The spokesman of the Uganda People's Defence Forces (UPDF), Maj Shaban Bantariza, said at a press conference in Kampala that Andrew Mwenda and Wanyama Wangah, journalists working with the independent 'Monitor', were "rebel collaborators".

The military officer stated later in an interview with state-controlled 'Radio Uganda' that the Army had recovered the telephone contacts of the journalists from the body of a commander of the LRA rebels, who was killed by UPDF in northern Uganda last week.

Mr Bantariza added that those mentioned should defend themselves because they are "dealing with terrorists." The rebels of the Lord Resistance Army (LRA) are internationally renown as brutal warriors terrorising the population of northern Uganda. By branding LRA rebels as "terrorists", the Kampala government also has placed restrictions on press reports regarding the rebels and the war against them.

The army attack on the 'Monitor' journalists has not been the first confrontation between the Ugandan government and the press. Only in June last year, Ugandan police stormed the studios of the Catholic 'Radio Kyoga Veritas FM', which had featured interviews with people who had been abducted and released by the LRA. The radio station was reopened in August.

The latest army statement today caused protests by the Uganda Journalists' Union (UPU) and the International Federation of Journalists (IFJ), which "vigorously condemned" the army's allegations linking the two 'Monitor' journalists with the LRA rebels. The allegations were "raising fears of prosecution under anti-terror law," IFJ noted.

- The wild allegations against some of the most prominent journalists in the country are outrageous, especially because the anti-terrorism act still carries the death penalty for any act of terrorism said Aidan White, IFJ General-Secretary. "They are blatant efforts to systematically stifle voices of dissent and undermine journalists' rights to report in Uganda."

- It is shocking to see that the army has the audacity to make public and official such nonsense, added Stephen Ouma, General Secretary of UPU. "Journalists have never been accused by rebels of being government agents or spies because we receive daily email messages from the head of the Presidential Press Unit," he said.

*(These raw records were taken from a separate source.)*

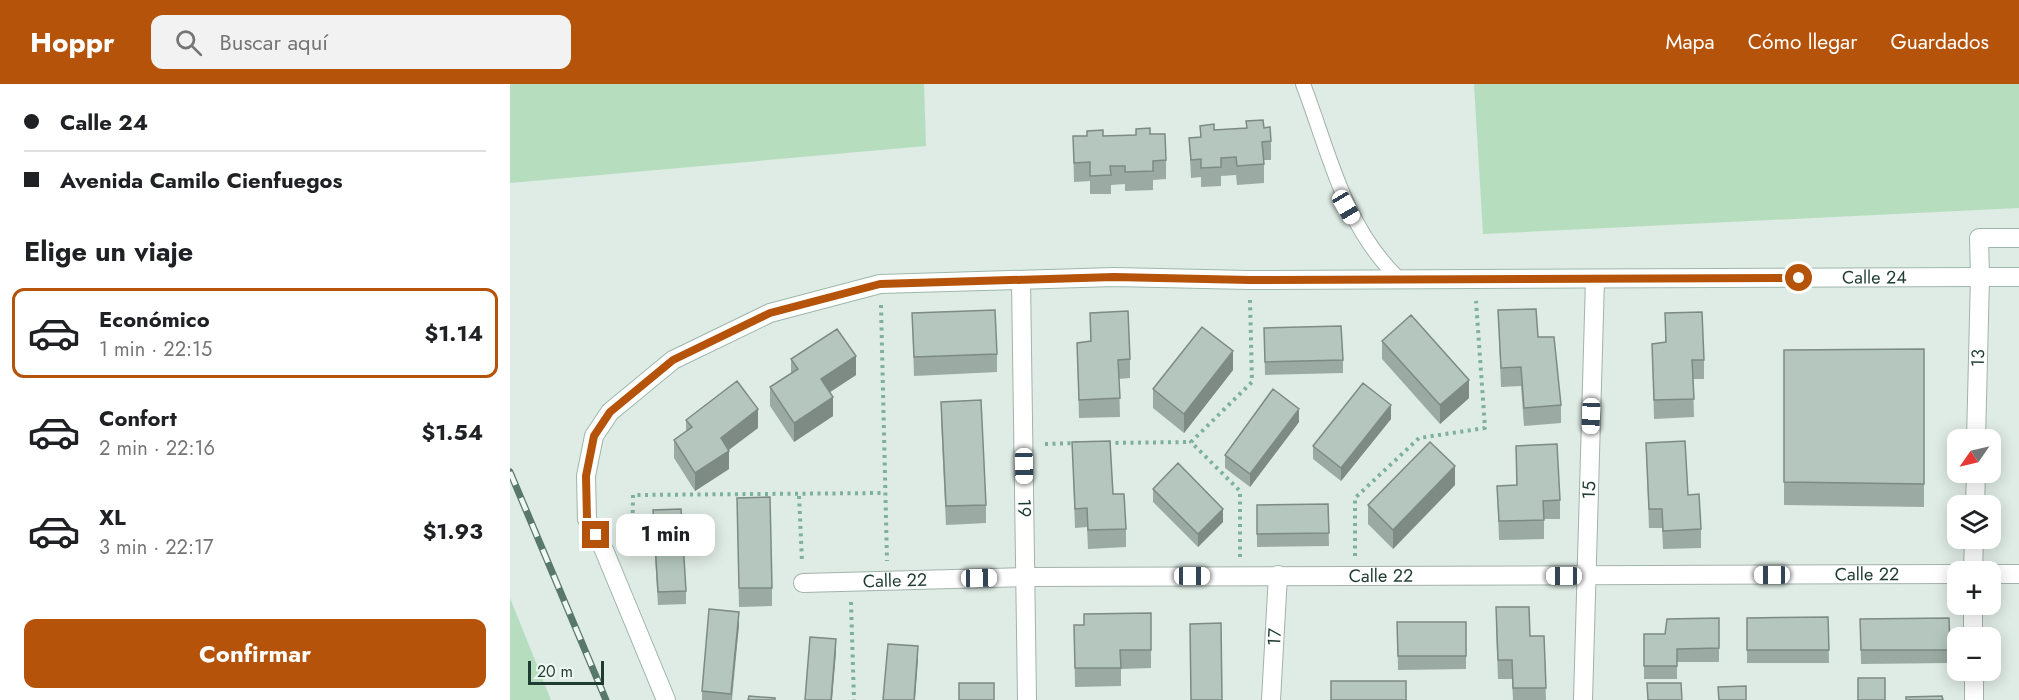 <!DOCTYPE html>
<html lang="es">
<meta charset="utf-8">
<style>
:root{--surface:#fff;--page:#f2f2f2;--text:#202124;--muted:#757577;--line:#e0e0e0;--accent:#b45309}
body{margin:0;font-family:Jost,sans-serif;background:var(--page);color:var(--text);height:100vh;display:flex;flex-direction:column;font-size:22px;white-space:nowrap}
*{box-sizing:border-box;margin:0}
p{font-size:20px;color:var(--muted)}
.icon{flex:none;width:33px;height:33px;fill:none;stroke:currentColor;stroke-width:2;stroke-linecap:round;stroke-linejoin:round}
.map{position:relative;flex:1;overflow:hidden}
.details{display:flex;flex-direction:column;background:var(--surface);width:510px}
.details>*{flex:none}
.hud{display:grid;align-content:center;height:132px;padding:0 24px;background:var(--surface)}
.needle{width:39px;rotate:236deg}
.buttons{position:absolute;left:1437px;top:345px;display:grid;gap:12px}
.buttons a{display:grid;place-items:center;width:54px;height:54px;border-radius:12px;background:var(--surface);box-shadow:0 3px 15px #0003;font-size:30px}
.scale{position:absolute;left:18px;bottom:15px;width:76px;box-sizing:border-box;padding-left:6px;border:3px solid #1f3c32;border-top:0;font-size:16px;line-height:21px;white-space:nowrap;color:#1f3c32;-webkit-text-stroke:4px #eff8f3;paint-order:stroke}
.end{position:absolute;width:27px;height:27px;margin:-14px;border:8px solid #b45309;background:#fff;box-shadow:0 0 0 3px #fff}
.from{border-radius:50%}
.bubble{position:absolute;height:42px;border-radius:12px;background:var(--surface);box-shadow:0 3px 15px #0003;font-size:20px;font-weight:700;line-height:42px;text-align:center}
.car{position:absolute;width:18px;height:36px;margin:-18px -9px;border-radius:8px;box-shadow:0 0 4px 2px #0007;background:linear-gradient(#fff 24%,#345 0 40%,#fff 0 76%,#345 0 86%,#fff 0)}
.hud b{display:flex;align-items:center;gap:21px;height:57px;font-size:22px}
.hud b+b{border-top:2px solid var(--line)}
.hud i{width:15px;height:15px;background:var(--text)}
ul{padding:0;list-style:none}
li{display:flex;align-items:center;gap:18px;height:90px;margin:0 12px 9px;padding:0 12px;border:3px solid transparent;border-radius:12px}
li div{flex:1}
li b{display:block;font-size:22px}
li em{font-style:normal;font-weight:700}
li.current{border-color:var(--accent)}
li>.icon{width:54px;height:54px;stroke-width:1.5}
h2{padding:0 24px;font-size:27px;line-height:72px}
.cta{display:flex;gap:12px;margin-top:auto;padding:12px 24px}
.cta a{flex:1;height:69px;border-radius:12px;background:var(--accent);color:#fff;font-size:24px;font-weight:700;line-height:69px;text-align:center}
header{display:flex;align-items:center;gap:36px;box-sizing:border-box;height:84px;padding:0 30px;background:var(--accent);color:#fff}
header strong{font-size:28px}
nav{display:flex;gap:33px;margin-inline-start:auto;font-size:21px}
.search{width:420px;height:54px;background:var(--page);display:flex;align-items:center;gap:15px;box-sizing:border-box;padding:0 21px;border-radius:12px;color:var(--muted);font-size:22px}
main{display:flex;flex:1;min-height:0}
.map>svg:first-child{display:block}
.green{fill:#b6debe}
.lines{fill:none;stroke-linecap:round;stroke-linejoin:round}
.lane-casing{stroke:#a2b3ac;stroke-width:16}
.street-casing{stroke:#a2b3ac;stroke-width:20}
.secondary-casing{stroke:#9db7ac;stroke-width:20}
.path{stroke:#7db19c;stroke-width:4;stroke-dasharray:3 4.5;stroke-linecap:butt}
.lane{stroke:#fff;stroke-width:14}
.street{stroke:#fff;stroke-width:18}
.secondary{stroke:#fff;stroke-width:18}
.rail-casing{stroke:#59786d;stroke-width:7}
.rail{stroke:#eff8f3;stroke-width:4.5;stroke-dasharray:14;stroke-linecap:butt}
.wall{fill:#9baaa3}
.shaded-wall{fill:#7e8b84}
.building{fill:#b4c6bd;stroke:#7e8b84;stroke-width:1.5}
.route{stroke:#b45309;stroke-width:8}
.labels{text-anchor:middle;dominant-baseline:central;stroke-width:5;stroke-linejoin:round;paint-order:stroke}
.street-label{font-size:18px;fill:#1f3c32;stroke:#eff8f3}
</style>
<header>
<strong>Hoppr</strong>
<div class="search"><svg class="icon" aria-label="search" viewBox="0 0 24 24"><circle cx="10" cy="10" r="6"/><path d="M15 15l6 6"/></svg>Buscar aquí</div>
<nav><a>Mapa</a><a>Cómo llegar</a><a>Guardados</a></nav>
</header>
<main>
<section class="details">
<div class="hud">
<b><i class="from"></i>Calle 24</b>
<b><i></i>Avenida Camilo Cienfuegos</b>
</div>
<h2>Elige un viaje</h2>
<ul>
<li class="current"><svg class="icon" aria-label="car" viewBox="0 0 24 24"><path d="M5 17H2v-5l4-1 3-4h7l3 4 3 1v5h-3M9 17h6M6 11h13"/><circle cx="7" cy="17" r="2"/><circle cx="17" cy="17" r="2"/></svg><div><b>Económico</b><p>1 min · 22:15</p></div><em>$1.14</em></li>
<li><svg class="icon" aria-label="car" viewBox="0 0 24 24"><path d="M5 17H2v-5l4-1 3-4h7l3 4 3 1v5h-3M9 17h6M6 11h13"/><circle cx="7" cy="17" r="2"/><circle cx="17" cy="17" r="2"/></svg><div><b>Confort</b><p>2 min · 22:16</p></div><em>$1.54</em></li>
<li><svg class="icon" aria-label="car" viewBox="0 0 24 24"><path d="M5 17H2v-5l4-1 3-4h7l3 4 3 1v5h-3M9 17h6M6 11h13"/><circle cx="7" cy="17" r="2"/><circle cx="17" cy="17" r="2"/></svg><div><b>XL</b><p>3 min · 22:17</p></div><em>$1.93</em></li>
</ul>
<div class="cta"><a>Confirmar</a></div>
</section>
<div class="map">
<svg width="1509" height="616" viewBox="0 0 1509 616">
<rect width="100%" height="100%" fill="#dfebe5"/>
<path class="green" d="M0 0H414L416 62 0 99Z
M964 0H1509V124L973 150Z
M0 514 41 616H0Z"/>
<g class="lines">
<defs>
<path id="lane" d="M793 0C820 70 833 141 889 195"/>
<g id="street">
<path id="s1" d="M511 196 517 616"/>
<path id="s2" d="M1466 356 1470 193"/>
<path d="M1465 422 1466 388"/>
<path d="M1463 488 1464 454"/>
<path d="M1480 490H1509"/>
<path id="s3" d="M293 499 515 493 1448 490"/>
<path d="M1463 520V554"/>
<path d="M1464 586V616"/>
<path id="s4" d="M761 616 768 491"/>
<path id="s5" d="M1073 616 1085 195"/>
</g>
<g id="secondary">
<path d="M1509 154H1469L1470 193H1509"/>
<path id="s6" d="M156 616 94 466 77 435 76 392 84 352 100 328 163 276 260 229 370 200 604 193 739 196 1470 193"/>
</g>
</defs>
<use href="#lane" class="lane-casing"/>
<use href="#street" class="street-casing"/>
<use href="#secondary" class="secondary-casing"/>
<path class="path" d="M371 221 377 477
M598 359 681 358
M535 360 567 359
M289 412 292 477
M118 470H122L123 411 375 409
M845 472V414L909 354 975 344 966 217
M730 473V407L681 358 742 298 740 216
M341 518 344 616"/>
<use href="#lane" class="lane"/>
<use href="#street" class="street"/>
<use href="#secondary" class="secondary"/>
<defs>
<path id="rail" d="M0 388 96 616"/>
</defs>
<use href="#rail" class="rail-casing"/>
<use href="#rail" class="rail"/>
</g>
<path class="wall" d="M736 37 754 44 761 57V76H754V99L727 101 726 91 711 92V102L691 103V93L681 94 679 54 690 53V42L704 46 736 44Z
M640 50 656 76V95L643 96V106L615 107V100L601 101V110H580V97L564 98 563 52H593Z
M988 226 1028 253 1051 321V339L1014 342 1011 302 991 303Z
M402 229 487 270V288L404 292Z
M580 229 620 275V294L609 295 610 333 569 334 567 259 580 258Z
M1155 229 1194 276V295H1183L1184 333 1144 335 1142 260 1155 258Z
M754 244 833 276V289L755 291Z
M872 257 959 314 930 340 872 275Z
M1274 266 1414 400V423L1274 421Z
M281 275 346 291 320 308 323 332 284 358 260 322V303L281 289Z
M723 286 674 349 643 324V305Z
M431 318 476 421V439L436 441 431 336Z
M881 335 831 397 803 375V362Z
M176 336 248 344 219 366V385L185 407 164 374V356L176 347Z
M789 338 740 403 715 384V371Z
M562 358 603 410 616 445V463L578 465 577 443 565 444Z
M1136 359 1178 411 1191 445V464L1153 465 1152 444H1139Z
M1006 362 1050 416V435H1034V455L989 456 987 402 1006 401Z
M945 401 883 465 858 440V421Z
M643 405 713 438 688 463 643 418Z
M227 414 262 504V522L229 523Z
M818 420 819 462 747 463V421Z
M143 426 176 507V520L148 521 143 440Z
M1318 533 1319 579H1237V534Z
M1209 534V578H1167V595H1134V550H1155Z
M1439 534 1440 579 1351 580 1350 535Z
M887 538H956V585L888 586Z
M229 541 222 616H192V607Z
M564 541 641 566V584L611 585V602L565 603Z
M986 542 1020 552H1034L1036 616H1003L1002 595H988Z"/>
<path class="shaded-wall" d="M723 267V286L674 349V330Z
M346 272V291L311 314V295Z
M959 296V314L930 340V321Z
M323 313V332L284 358V339Z
M881 321V335L831 397V384Z
M248 325V344L213 370 219 367V385L185 407V389L211 354Z
M789 325V338L740 403V390Z
M945 382V401L883 465V446Z
M713 425V438L688 463V450Z
M229 528V541L221 616V610Z
M326 555V569L322 616H321Z
M408 562V576L405 616H404Z"/>
<path class="building" d="M753 36 754 44 760 43 761 57 752 58 754 80 727 82 726 73 711 74V83L691 84V75L681 76 679 54 691 53 690 42 704 40V46L737 44 736 37Z
M640 44V50H655L656 76 643 77V87L615 88V82H600L601 91 580 92V78L564 79 563 52H577V47L593 46V52L626 51V45Z
M1026 225 1028 253H1044L1051 321 1014 324 1011 283 991 284 988 226Z
M485 226 487 270 404 273 402 229Z
M618 227 620 275 608 276 610 314 569 316 567 259 581 257 580 229Z
M1192 228 1194 276H1182L1184 315 1144 316 1142 260 1156 258 1155 229Z
M901 231 959 296 930 321 872 257Z
M831 242 833 276 755 278 754 244Z
M692 243 723 267 674 330 643 305Z
M327 245 346 272 311 295 323 313 284 339 260 303 288 285 281 275Z
M1414 265V400L1274 398V266Z
M227 297 248 325 211 354 219 367 185 389 164 356 182 343 176 336Z
M853 299 881 321 831 384 803 362Z
M763 305 789 325 740 390 715 371Z
M471 316 476 421 436 422 431 318Z
M600 357 603 410H614L616 445 578 446 577 424 565 425 562 358Z
M1175 357 1178 411 1189 410 1191 445 1153 447 1152 425H1139L1136 359Z
M920 358 945 382 883 446 858 421Z
M1047 360 1050 416 1033 417 1034 436 989 437 987 402 1007 401 1006 362Z
M668 379 713 425 688 450 643 405Z
M260 413 262 504H229L227 414Z
M818 420 819 449 747 450V421Z
M171 425 176 507 148 508 143 426Z
M986 523H1019L1020 552H1034L1036 604H1003L1002 576H988Z
M199 525 229 528 221 610 192 607Z
M641 529V566H610L611 584H565L564 541H574V530Z
M1318 533 1319 566H1237V534Z
M1209 534V564L1167 565V582H1134V550H1155L1157 535Z
M1439 534 1440 566H1351L1350 535Z
M887 538H956V572H888Z
M711 539 712 616H681L680 540Z
M300 553 326 555 321 616H295Z
M378 560 408 562 404 616H373Z
M1348 594H1375V616H1348Z
M821 597H896V616H821Z
M449 599H484V616H449Z
M1137 599H1171L1172 616H1138Z
M1236 602V616H1209L1208 603Z
M239 612 265 614V616H238Z
M1432 612 1433 616H1396V613Z"/>
<g class="lines">
<path class="route" d="M86 451 77 435 76 392 84 352 100 328 163 276 260 229 370 200 604 193 740 196 1289 194"/>
</g>
<g class="labels">
<g class="street-label">
<text stroke="none"><textPath href="#s6" startOffset="1608">Calle 24</textPath></text>
<text stroke="none"><textPath href="#s2" startOffset="82">13</textPath></text>
<text stroke="none"><textPath href="#s5" startOffset="210">15</textPath></text>
<text stroke="none"><textPath href="#s1" startOffset="228">19</textPath></text>
<text stroke="none"><textPath href="#s3" startOffset="1064">Calle 22</textPath></text>
<text stroke="none"><textPath href="#s3" startOffset="578">Calle 22</textPath></text>
<text stroke="none"><textPath href="#s3" startOffset="92">Calle 22</textPath></text>
<text stroke="none"><textPath href="#s4" startOffset="63">17</textPath></text>
</g>
</g>
</svg>
<div class="buttons">
<a><svg class="needle" viewBox="-14 -14 28 28"><path d="M0-13l5 13h-10z" fill="#e53935"/><path d="M0 13l5-13h-10z" fill="#757577"/></svg></a>
<a><svg class="icon" aria-label="layers" viewBox="0 0 24 24"><path d="M12 4l9 5-9 5-9-5zM3 14l9 5 9-5"/></svg></a>
<a>+</a>
<a>−</a>
</div>
<div class="scale">20 m</div>
<i class="end from" style="left:1289px;top:194px"></i>
<i class="end" style="left:86px;top:451px"></i>
<div class="bubble" style="left:106px;top:430px;width:99px">1 min</div>
<i class="car" style="left:836px;top:123px;rotate:150deg"></i>
<i class="car" style="left:1081px;top:332px;rotate:182deg"></i>
<i class="car" style="left:514px;top:382px;rotate:179deg"></i>
<i class="car" style="left:1262px;top:491px;rotate:270deg"></i>
<i class="car" style="left:682px;top:492px;rotate:90deg"></i>
<i class="car" style="left:1054px;top:492px;rotate:270deg"></i>
<i class="car" style="left:469px;top:494px;rotate:89deg"></i>
</div>
</main>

In March 2002, the Ugandan Parliament adopted an anti-terrorism bill, officially tabled before parliament in response to the 11 September attacks on the US. The bill has been subject of much contention. No one yet has been charged under the anti-terrorism law but IFJ says the most endangered group in the prevailing circumstances are the journalists. The bill threatens the death penalty for any journalist publishing materials deemed to support terrorism.

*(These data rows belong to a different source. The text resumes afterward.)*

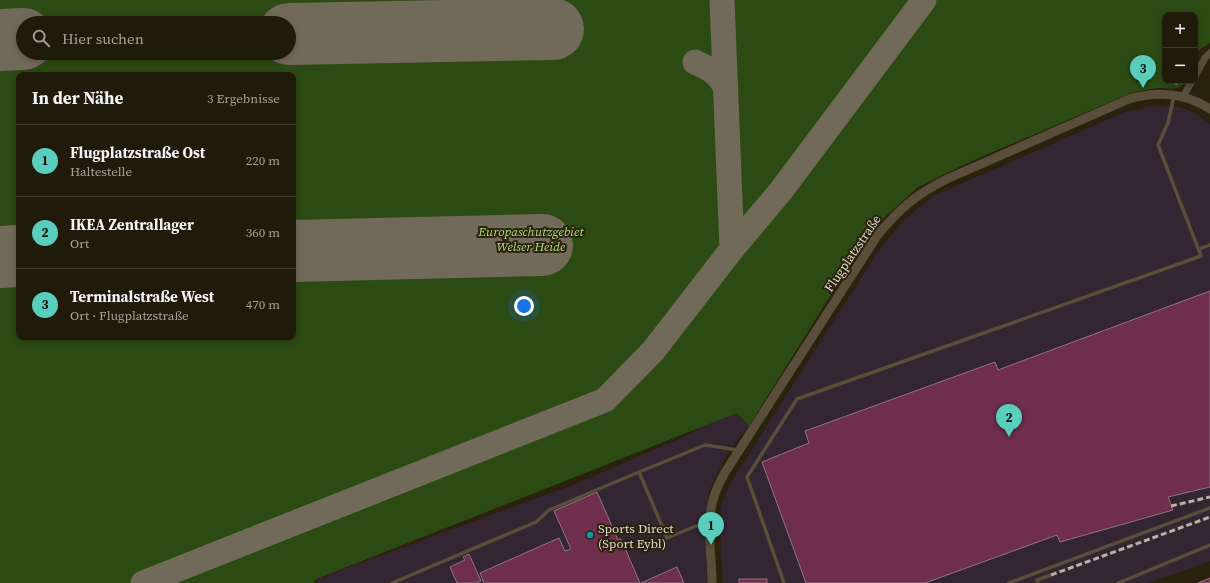 <!DOCTYPE html>
<html lang="de">
<head>
<meta charset="utf-8">
<style>
	body { margin:0; font-family:"Source Serif 4",serif; background:#282313; color:#f1f3f6 }
	.controls { position:absolute; right:12px; top:12px; display:grid; overflow:hidden; border-radius:8px; box-shadow:0 2px 6px #0003 }
	.controls button { width:36px; height:36px; display:grid; place-items:center; padding:0; border:0; border-bottom:1px solid #3d382b; background:#201a0a; color:#f1f3f6; font:20px sans-serif }
	.you { position:absolute; left:524px; top:306px; width:14px; height:14px; margin:-10px; border:3px solid #fff; border-radius:50%; background:#1a73e8; box-shadow:0 0 0 6px #1a73e833 }
	.badge { display:grid; place-items:center; width:26px; height:26px; border-radius:50%; background:#5acebc; color:#111; font-size:13px; font-weight:700 }
	.pin { position:absolute; translate:-50% -33px; filter:drop-shadow(0 1px 2px #0008) }
	.pin::after { content:''; position:absolute; top:21px; width:14px; height:12px; background:inherit; clip-path:polygon(0 0,100% 0,50% 100%) }
	.list { margin:0; padding:0; list-style:none }
	h2 { display:flex; justify-content:space-between; align-items:center; height:52px; margin:0; padding:0 16px; font-size:17px }
	h2 small { font-size:13px; font-weight:400; color:#a2a19c }
	.list li { display:grid; grid-template-columns:26px 1fr auto; gap:12px; align-items:center; box-sizing:border-box; height:72px; padding:0 16px; border-top:1px solid #3d382b }
	.list b { display:block; font-size:15px; white-space:nowrap }
	.list p { margin:0; font-size:13px; white-space:nowrap; color:#a2a19c }
	.list em { font-size:13px; font-style:normal; color:#a2a19c }
	.icon { flex:none; width:22px; height:22px; fill:none; stroke:currentColor; stroke-width:2; stroke-linecap:round; stroke-linejoin:round }
	.map { position:relative; flex:none; width:1210px; height:583px; overflow:hidden }
	.search { position:absolute; background:#201a0a; box-shadow:0 2px 6px #0003; left:16px; top:16px; width:280px; height:44px; display:flex; align-items:center; gap:10px; box-sizing:border-box; padding:0 14px; border-radius:22px; color:#a2a19c; font-size:15px }
	.panel { position:absolute; background:#201a0a; box-shadow:0 2px 6px #0003; left:16px; top:72px; width:280px; height:268px; border-radius:8px }
	.map>svg:first-child { display:block }
	.commercial { fill:#332532 }
	.green { fill:#2c4a14; fill-rule:evenodd }
	.lines { fill:none; stroke-linecap:round; stroke-linejoin:round }
	.taxiway { stroke:#726a59; stroke-width:25 }
	.runway { stroke:#726a59; stroke-width:62 }
	.building { fill:#6e2e4c; stroke:#907680 }
	.service { stroke:#584e39; stroke-width:3.5 }
	.minor { stroke:#584e39; stroke-width:7 }
	.tertiary { stroke:#584e39; stroke-width:9 }
	.rail { stroke:#b8b1a4; stroke-width:3; stroke-dasharray:6 3; stroke-linecap:butt }
	.culture-dot { fill:#0f9aa8; stroke:#2b220e; stroke-width:1.5 }
	.labels { text-anchor:middle; stroke-width:4; stroke-linejoin:round; paint-order:stroke }
	.park-label { font-size:13px; font-style:italic; fill:#aade86; stroke:#2b220e }
	.street-label { font-size:13px; fill:#dfd9cd; stroke:#2b220e }
	.poi-label { font-size:13px; fill:#dfd9cd; stroke:#2b220e; text-anchor:start }
</style>
</head>
<body>
<div class="map">
<svg width="1210" height="583" viewBox="0 0 1210 583">
	<rect width="100%" height="100%" fill="#2b220e"/>
	<g class="commercial">
		<polygon points="1152,106 1180,107 1197,114 1210,124 1210,561 1149,583 723,583 720,531 722,503 731,482 876,254 903,221 933,196 1125,112"/>
		<polygon points="735,411 749,426 729,450 709,491 705,523 707,583 318,583 317,579 578,483 683,437"/>
	</g>
	<path class="green" d="M 0,0 L 1210,0 L 1210,43 L 1199,50 L 1195,62 L 1195,15 L 1165,15 L 1165,81 L 1186,81 C 1180,92 1167,88 1157,88 C 1149,89 1140,91 1131,93 L 972,161 L 918,187 L 884,218 L 842,277 L 749,426 L 737,413 L 314,580 L 315,583 L 0,583 ZM 23,23 L 289,23 L 289,53 L 23,53 ZM 19,75 L 293,75 L 293,337 L 19,337 Z"/>
	<g class="lines">
		<g class="taxiway">
			<path d="M 695,62 C 709,69 718,72 725,87"/>
			<polyline points="732,249 780,192 924,0"/>
			<polyline points="143,583 605,400 653,351 732,249 722,0"/>
		</g>
		<g class="runway">
			<polyline points="289,34 553,29"/>
			<polyline points="0,40 23,39"/>
			<polyline points="293,251 542,245"/>
			<polyline points="0,257 19,256"/>
		</g>
	</g>
	<g class="building">
		<polygon points="1174,81 1182,81 1176,85"/>
		<polygon points="1210,291 1210,487 1168,497 1173,510 1060,542 1057,535 925,583 806,583 762,462 809,443 805,431 995,362 998,370"/>
		<polygon points="597,492 618,540 621,539 640,583 484,583 480,573 559,538 565,551 571,549 554,511"/>
		<polygon points="469,554 481,581 476,583 457,583 450,567 465,560 463,557"/>
		<polygon points="677,567 684,583 641,583"/>
		<polygon points="1210,578 1210,583 1198,583"/>
		<rect x="739" y="579" width="28" height="4"/>
	</g>
	<g class="lines">
		<g class="service">
			<polyline points="1199,249 1210,245"/>
			<polyline points="709,526 696,526 667,538 639,472 705,445 738,450"/>
			<polyline points="392,583 536,522 549,510 639,472"/>
			<polyline points="784,583 747,477 797,399 1201,256 1158,145 1168,123 1174,96"/>
			<polyline points="1009,583 1210,508"/>
			<polyline points="1038,583 1037,580 1051,575"/>
			<polyline points="1118,583 1210,545"/>
		</g>
		<g class="minor">
			<polyline points="1195,76 1205,58 1210,53"/>
			<polyline points="1183,97 1192,81"/>
		</g>
		<path class="tertiary" d="M 712,583 C 712,559 707,533 711,509 C 713,496 718,485 724,474 L 877,236 C 899,209 915,195 947,179 L 1129,99 C 1157,91 1185,93 1210,109"/>
		<g class="rail">
			<polyline points="1171,506 1210,497"/>
			<polyline points="1051,575 1210,517"/>
		</g>
	</g>
	<circle class="culture-dot" cx="590" cy="535" r="4"/>
	<g class="labels">
		<g class="park-label">
			<text x="531" y="236">Europaschutzgebiet<tspan x="531" dy="15">Welser Heide</tspan></text>
		</g>
		<g class="street-label">
			<text transform="translate(852 253) rotate(-56)" y="5">Flugplatzstraße</text>
		</g>
		<g class="poi-label">
			<text x="598" y="533">Sports Direct<tspan x="598" dy="15">(Sport Eybl)</tspan></text>
		</g>
	</g>
</svg>
<div class="controls">
<button>+</button>
<button>−</button>
</div>
<div class="you"></div>
<div class="pin badge" style="left:711px;top:545px">1</div>
<div class="pin badge" style="left:1009px;top:437px">2</div>
<div class="pin badge" style="left:1143px;top:88px">3</div>
<div class="search"><svg class="icon" aria-label="search" viewBox="0 0 24 24"><circle cx="10" cy="10" r="6"/><path d="M15 15l6 6"/></svg>Hier suchen</div>
<section class="panel">
<h2>In der Nähe<small>3 Ergebnisse</small></h2>
<ul class="list">
<li><span class="badge">1</span><div><b>Flugplatzstraße Ost</b><p>Haltestelle</p></div><em>220 m</em></li>
<li><span class="badge">2</span><div><b>IKEA Zentrallager</b><p>Ort</p></div><em>360 m</em></li>
<li><span class="badge">3</span><div><b>Terminalstraße West</b><p>Ort · Flugplatzstraße</p></div><em>470 m</em></li>
</ul>
</section>
</div>
</body>
</html>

- The biggest problem journalists face is that this threat to their impartiality and efforts to report independently and use different sources of information could jeopardise their position, said Mr Ouma. "Government will now and then charge journalists who talk to dissidents, opposition politicians or people with divergent views."

The Kampala regime also recently shut down dozens of privately-owned broadcasters, which could not pay for their operating permits, including communitarian radios. "More than half of the radio stations of the country are affected by those stringent and unbalanced measures," noted Mr White. "This situation and the direct accusations against journalists represent a real threat against press freedom."